- TASK GOAL -
Your job is to return every line of the listing holding the string "family".

- INFORMATION PROVIDED -
○ ○ ○ ○ ○ ○ ○

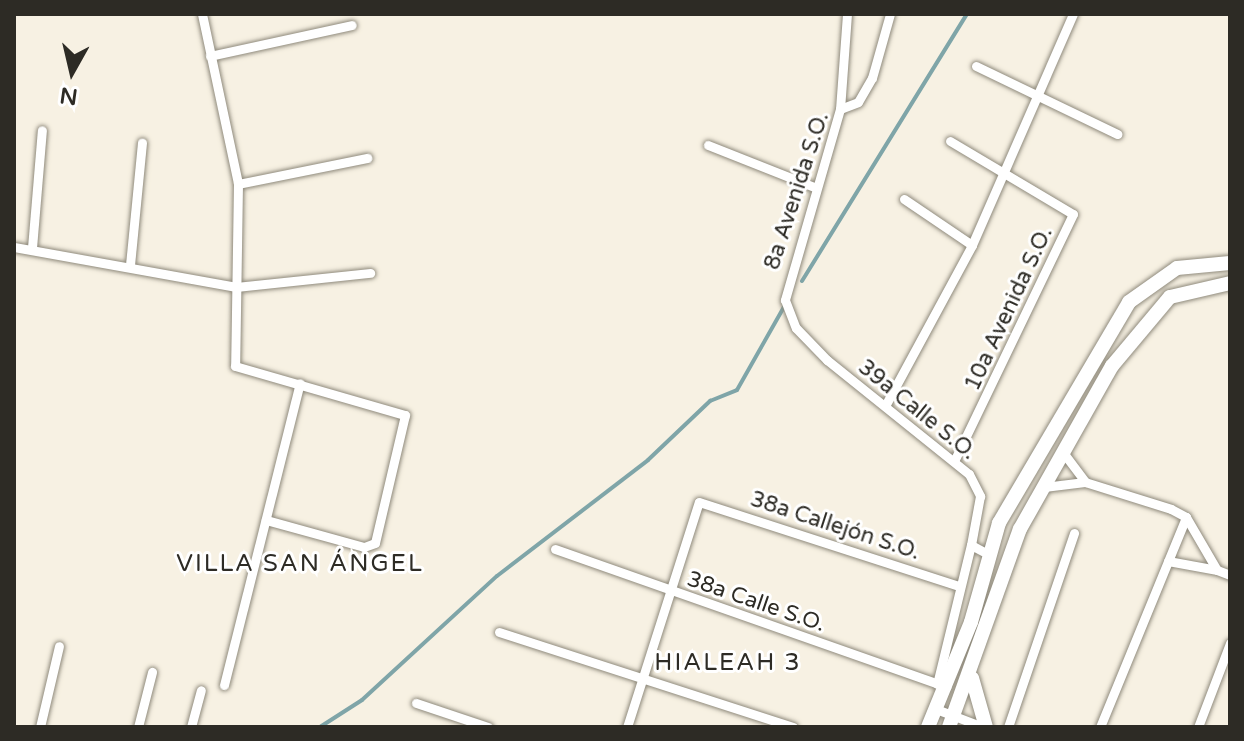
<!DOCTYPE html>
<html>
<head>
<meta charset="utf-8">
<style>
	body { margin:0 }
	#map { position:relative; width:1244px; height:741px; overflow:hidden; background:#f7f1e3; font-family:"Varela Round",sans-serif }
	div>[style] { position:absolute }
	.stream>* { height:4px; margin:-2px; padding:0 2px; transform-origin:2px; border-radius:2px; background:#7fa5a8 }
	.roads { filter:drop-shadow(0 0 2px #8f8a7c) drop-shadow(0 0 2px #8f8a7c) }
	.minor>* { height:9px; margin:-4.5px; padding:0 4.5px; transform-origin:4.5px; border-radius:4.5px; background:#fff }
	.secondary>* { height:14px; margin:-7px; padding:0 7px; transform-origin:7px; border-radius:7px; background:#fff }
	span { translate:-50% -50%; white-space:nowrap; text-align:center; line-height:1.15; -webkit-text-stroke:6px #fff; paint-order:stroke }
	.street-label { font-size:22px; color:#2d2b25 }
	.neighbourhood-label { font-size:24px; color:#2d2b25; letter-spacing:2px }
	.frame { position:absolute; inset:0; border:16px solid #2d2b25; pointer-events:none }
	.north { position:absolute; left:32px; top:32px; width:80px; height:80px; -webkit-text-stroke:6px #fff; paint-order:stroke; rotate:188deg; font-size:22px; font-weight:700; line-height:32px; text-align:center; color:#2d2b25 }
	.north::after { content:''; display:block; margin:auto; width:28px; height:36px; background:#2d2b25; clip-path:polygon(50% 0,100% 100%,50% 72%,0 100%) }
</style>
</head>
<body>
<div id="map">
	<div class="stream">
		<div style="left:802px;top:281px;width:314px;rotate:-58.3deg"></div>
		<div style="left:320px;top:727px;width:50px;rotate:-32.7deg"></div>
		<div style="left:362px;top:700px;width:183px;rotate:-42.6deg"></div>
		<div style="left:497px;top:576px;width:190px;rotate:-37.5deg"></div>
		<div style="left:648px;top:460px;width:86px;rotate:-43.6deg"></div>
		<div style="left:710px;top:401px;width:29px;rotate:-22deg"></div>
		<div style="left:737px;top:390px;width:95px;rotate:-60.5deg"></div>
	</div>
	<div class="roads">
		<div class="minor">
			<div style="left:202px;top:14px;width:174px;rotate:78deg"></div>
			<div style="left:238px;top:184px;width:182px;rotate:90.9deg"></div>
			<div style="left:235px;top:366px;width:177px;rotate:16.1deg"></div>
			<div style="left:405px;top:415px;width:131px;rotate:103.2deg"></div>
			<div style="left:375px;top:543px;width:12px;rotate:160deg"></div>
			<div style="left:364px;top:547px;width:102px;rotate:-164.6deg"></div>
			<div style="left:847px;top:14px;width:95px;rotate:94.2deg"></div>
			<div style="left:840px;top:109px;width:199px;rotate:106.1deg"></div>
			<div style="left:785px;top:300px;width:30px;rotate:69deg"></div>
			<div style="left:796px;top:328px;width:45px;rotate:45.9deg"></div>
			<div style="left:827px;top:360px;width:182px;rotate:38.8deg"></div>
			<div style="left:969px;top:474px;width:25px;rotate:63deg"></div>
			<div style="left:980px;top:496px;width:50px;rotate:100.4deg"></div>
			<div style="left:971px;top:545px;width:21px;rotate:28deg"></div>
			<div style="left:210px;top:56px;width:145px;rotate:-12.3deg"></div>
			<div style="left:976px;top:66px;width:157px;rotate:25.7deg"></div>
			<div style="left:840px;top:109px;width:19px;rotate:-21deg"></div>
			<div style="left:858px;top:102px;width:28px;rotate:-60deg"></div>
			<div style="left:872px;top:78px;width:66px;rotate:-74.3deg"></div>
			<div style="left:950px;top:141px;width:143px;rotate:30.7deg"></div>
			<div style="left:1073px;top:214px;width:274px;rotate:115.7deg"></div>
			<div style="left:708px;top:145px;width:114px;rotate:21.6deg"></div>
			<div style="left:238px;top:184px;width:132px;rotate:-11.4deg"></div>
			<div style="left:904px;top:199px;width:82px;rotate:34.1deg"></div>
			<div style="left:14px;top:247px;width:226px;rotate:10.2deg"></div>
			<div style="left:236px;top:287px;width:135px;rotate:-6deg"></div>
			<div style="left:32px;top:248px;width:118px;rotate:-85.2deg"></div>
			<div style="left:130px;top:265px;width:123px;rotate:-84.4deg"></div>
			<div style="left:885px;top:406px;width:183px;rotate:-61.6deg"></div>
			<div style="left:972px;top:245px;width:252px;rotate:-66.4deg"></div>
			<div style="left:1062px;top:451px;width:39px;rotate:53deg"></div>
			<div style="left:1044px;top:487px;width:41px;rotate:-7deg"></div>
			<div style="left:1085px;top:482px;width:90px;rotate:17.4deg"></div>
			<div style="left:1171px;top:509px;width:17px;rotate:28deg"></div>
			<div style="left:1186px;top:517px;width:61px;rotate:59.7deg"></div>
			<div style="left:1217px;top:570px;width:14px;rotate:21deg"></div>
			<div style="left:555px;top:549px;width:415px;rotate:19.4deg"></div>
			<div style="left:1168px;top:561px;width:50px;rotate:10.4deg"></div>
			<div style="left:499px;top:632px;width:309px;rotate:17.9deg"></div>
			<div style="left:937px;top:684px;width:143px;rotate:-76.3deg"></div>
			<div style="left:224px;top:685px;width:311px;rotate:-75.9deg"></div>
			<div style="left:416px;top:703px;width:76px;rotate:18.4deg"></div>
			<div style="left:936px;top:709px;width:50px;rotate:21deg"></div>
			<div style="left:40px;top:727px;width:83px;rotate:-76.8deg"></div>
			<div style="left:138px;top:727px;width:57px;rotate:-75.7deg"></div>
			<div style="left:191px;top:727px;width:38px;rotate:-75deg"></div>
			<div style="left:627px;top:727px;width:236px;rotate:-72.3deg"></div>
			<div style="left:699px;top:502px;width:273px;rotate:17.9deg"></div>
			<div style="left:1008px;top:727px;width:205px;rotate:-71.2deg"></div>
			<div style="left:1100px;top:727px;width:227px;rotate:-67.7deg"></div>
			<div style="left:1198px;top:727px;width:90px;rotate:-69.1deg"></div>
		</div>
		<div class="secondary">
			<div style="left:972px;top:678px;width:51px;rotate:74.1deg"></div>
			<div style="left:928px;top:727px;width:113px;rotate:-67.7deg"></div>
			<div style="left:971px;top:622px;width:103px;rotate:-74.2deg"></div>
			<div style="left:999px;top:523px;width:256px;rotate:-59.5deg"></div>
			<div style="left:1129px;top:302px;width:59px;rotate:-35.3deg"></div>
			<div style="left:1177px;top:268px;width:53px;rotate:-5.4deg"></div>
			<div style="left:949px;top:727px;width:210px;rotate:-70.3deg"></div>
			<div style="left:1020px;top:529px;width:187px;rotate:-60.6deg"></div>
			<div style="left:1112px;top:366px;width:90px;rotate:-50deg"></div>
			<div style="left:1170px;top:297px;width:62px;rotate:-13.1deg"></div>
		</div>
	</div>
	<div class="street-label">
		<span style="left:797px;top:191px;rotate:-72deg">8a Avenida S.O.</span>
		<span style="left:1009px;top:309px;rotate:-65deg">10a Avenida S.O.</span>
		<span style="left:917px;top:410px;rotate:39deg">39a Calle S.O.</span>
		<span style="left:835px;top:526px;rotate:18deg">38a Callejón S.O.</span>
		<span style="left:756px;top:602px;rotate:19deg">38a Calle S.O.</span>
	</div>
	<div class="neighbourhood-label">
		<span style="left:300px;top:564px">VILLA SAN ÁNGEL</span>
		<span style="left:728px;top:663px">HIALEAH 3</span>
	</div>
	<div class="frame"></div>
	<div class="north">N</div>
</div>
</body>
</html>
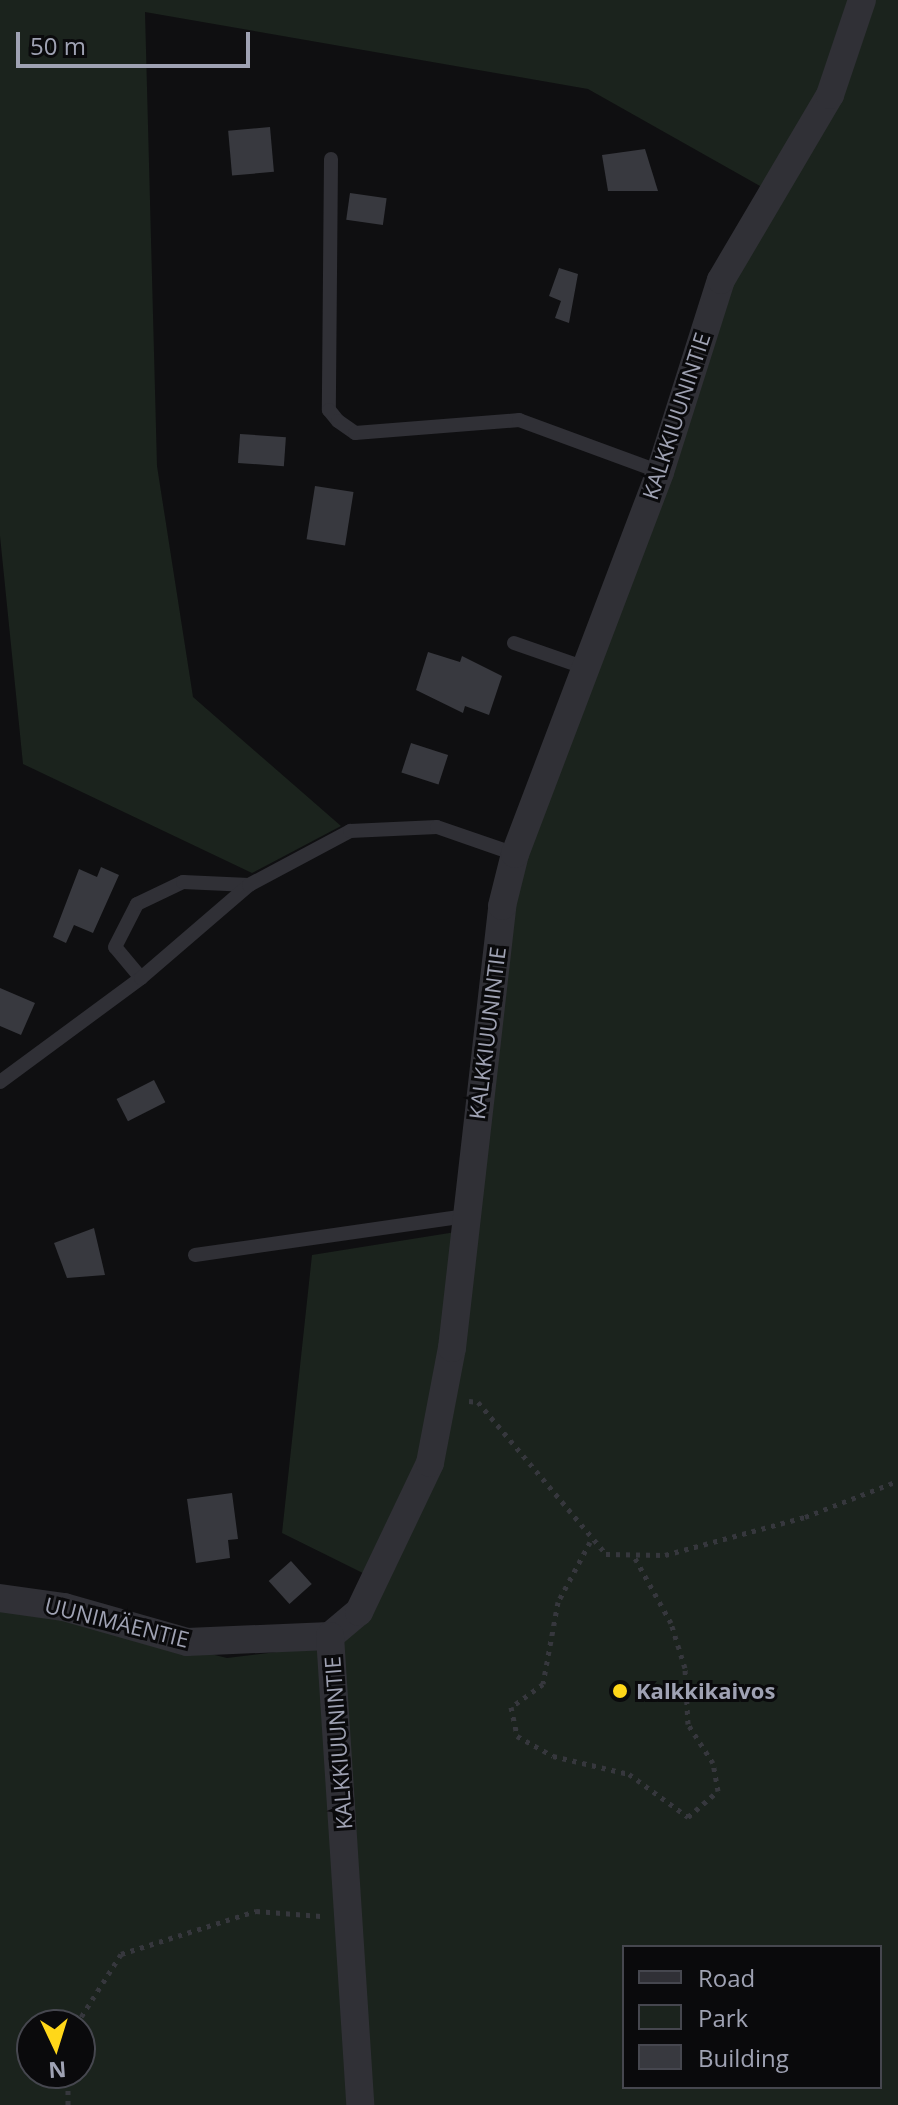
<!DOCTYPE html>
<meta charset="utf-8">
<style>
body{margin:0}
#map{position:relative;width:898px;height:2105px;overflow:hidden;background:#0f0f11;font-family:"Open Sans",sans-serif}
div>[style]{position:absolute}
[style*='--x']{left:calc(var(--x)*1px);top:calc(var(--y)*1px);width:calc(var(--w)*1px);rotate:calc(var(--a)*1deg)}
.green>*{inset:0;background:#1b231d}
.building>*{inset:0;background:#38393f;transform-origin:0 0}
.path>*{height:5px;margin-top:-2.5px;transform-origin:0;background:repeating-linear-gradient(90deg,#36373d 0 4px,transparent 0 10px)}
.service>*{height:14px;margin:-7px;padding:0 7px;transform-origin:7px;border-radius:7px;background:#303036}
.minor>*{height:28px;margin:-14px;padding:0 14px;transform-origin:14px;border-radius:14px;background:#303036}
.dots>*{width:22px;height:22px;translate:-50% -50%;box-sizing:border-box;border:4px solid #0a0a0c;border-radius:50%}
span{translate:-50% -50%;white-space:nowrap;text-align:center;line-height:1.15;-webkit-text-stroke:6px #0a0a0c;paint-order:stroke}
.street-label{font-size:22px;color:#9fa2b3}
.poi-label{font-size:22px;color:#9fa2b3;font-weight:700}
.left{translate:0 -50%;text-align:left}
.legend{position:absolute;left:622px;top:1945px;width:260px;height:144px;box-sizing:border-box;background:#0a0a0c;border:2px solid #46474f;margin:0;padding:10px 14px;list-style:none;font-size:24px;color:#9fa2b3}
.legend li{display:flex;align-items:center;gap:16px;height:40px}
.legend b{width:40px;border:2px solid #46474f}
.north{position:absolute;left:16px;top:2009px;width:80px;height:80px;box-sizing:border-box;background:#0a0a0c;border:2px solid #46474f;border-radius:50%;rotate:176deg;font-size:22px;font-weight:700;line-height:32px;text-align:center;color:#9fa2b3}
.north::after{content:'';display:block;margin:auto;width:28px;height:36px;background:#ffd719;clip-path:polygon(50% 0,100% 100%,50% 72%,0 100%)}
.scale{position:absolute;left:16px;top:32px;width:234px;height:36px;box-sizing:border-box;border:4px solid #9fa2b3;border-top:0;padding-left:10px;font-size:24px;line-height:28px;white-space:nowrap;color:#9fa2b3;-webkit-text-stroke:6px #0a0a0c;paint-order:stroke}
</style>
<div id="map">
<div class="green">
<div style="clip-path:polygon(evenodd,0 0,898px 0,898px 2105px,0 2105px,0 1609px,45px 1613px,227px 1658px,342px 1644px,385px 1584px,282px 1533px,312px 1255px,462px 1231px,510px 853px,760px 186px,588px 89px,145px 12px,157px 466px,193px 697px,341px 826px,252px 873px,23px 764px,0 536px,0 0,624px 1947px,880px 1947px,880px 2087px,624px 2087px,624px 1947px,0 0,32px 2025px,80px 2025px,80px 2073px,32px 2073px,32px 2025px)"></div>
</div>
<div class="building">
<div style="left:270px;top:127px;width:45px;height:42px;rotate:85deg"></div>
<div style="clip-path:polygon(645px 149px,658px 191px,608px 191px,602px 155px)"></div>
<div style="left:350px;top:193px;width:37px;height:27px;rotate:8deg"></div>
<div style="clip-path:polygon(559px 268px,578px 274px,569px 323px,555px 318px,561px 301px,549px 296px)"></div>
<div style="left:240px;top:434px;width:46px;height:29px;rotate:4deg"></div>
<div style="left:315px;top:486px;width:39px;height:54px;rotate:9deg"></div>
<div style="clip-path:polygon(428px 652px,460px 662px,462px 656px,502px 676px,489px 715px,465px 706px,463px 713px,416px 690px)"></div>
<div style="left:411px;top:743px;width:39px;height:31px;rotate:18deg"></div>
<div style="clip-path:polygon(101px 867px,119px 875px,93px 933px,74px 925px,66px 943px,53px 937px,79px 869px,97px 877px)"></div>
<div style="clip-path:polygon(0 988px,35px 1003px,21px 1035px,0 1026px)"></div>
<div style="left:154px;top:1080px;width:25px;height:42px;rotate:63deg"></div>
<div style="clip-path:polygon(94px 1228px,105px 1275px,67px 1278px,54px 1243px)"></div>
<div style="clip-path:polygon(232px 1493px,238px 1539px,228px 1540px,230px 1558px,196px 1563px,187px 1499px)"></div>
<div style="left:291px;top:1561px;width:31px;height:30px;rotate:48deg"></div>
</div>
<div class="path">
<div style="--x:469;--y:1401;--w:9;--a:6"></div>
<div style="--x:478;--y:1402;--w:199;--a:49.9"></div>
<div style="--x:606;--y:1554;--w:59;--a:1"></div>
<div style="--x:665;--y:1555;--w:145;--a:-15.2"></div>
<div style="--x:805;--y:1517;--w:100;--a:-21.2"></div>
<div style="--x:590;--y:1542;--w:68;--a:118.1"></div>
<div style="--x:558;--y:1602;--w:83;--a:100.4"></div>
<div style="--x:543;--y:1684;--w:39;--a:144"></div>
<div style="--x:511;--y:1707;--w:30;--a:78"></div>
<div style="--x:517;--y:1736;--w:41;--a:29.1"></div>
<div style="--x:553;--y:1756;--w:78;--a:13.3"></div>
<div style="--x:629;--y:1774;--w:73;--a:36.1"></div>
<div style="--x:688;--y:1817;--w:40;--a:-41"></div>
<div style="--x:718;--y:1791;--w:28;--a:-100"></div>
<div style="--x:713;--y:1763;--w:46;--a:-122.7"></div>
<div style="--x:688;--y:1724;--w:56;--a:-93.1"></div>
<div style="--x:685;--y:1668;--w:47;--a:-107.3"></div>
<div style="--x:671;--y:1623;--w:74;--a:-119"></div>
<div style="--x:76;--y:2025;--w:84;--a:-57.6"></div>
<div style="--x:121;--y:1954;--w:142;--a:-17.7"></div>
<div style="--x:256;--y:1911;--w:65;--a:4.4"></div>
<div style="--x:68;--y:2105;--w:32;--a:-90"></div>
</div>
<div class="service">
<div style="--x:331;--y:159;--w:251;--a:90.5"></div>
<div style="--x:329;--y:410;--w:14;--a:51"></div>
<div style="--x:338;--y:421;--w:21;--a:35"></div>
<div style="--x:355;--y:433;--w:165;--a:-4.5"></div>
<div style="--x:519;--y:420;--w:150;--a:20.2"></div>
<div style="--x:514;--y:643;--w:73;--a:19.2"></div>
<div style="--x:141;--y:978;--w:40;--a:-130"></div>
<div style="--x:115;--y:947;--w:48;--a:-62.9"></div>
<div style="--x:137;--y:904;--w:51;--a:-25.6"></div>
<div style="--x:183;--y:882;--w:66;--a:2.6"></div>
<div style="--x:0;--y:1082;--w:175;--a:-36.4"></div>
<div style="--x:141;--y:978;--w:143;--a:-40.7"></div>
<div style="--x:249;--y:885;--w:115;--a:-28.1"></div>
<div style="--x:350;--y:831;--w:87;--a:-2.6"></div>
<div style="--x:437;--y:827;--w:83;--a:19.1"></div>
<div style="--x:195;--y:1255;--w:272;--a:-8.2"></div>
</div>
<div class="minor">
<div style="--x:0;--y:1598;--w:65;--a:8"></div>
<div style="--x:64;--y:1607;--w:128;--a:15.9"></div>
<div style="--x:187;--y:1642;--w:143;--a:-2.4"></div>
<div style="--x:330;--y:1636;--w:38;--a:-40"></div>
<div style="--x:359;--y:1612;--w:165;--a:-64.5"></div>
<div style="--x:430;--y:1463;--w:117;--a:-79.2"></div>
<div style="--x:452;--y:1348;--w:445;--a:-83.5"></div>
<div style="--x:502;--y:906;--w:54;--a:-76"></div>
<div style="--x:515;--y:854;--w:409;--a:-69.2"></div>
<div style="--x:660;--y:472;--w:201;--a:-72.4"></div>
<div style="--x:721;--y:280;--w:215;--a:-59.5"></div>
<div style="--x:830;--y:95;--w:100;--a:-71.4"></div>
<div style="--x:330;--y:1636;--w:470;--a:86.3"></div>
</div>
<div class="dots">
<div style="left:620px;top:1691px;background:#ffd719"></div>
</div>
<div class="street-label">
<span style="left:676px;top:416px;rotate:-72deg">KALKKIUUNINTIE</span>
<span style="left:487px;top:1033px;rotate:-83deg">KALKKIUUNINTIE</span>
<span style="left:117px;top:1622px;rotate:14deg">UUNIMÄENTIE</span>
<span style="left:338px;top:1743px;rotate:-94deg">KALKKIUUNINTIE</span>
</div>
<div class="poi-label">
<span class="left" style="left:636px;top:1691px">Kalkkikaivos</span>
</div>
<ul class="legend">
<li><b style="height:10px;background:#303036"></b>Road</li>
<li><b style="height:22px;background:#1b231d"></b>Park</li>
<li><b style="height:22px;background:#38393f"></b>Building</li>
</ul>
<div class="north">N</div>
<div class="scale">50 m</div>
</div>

○ ○ ○ ○ ○ ○ ○

- ANSWER TO THIS PROBLEM -
	#map { position:relative; width:1244px; height:741px; overflow:hidden; background:#f7f1e3; font-family:"Varela Round",sans-serif }
#map{position:relative;width:898px;height:2105px;overflow:hidden;background:#0f0f11;font-family:"Open Sans",sans-serif}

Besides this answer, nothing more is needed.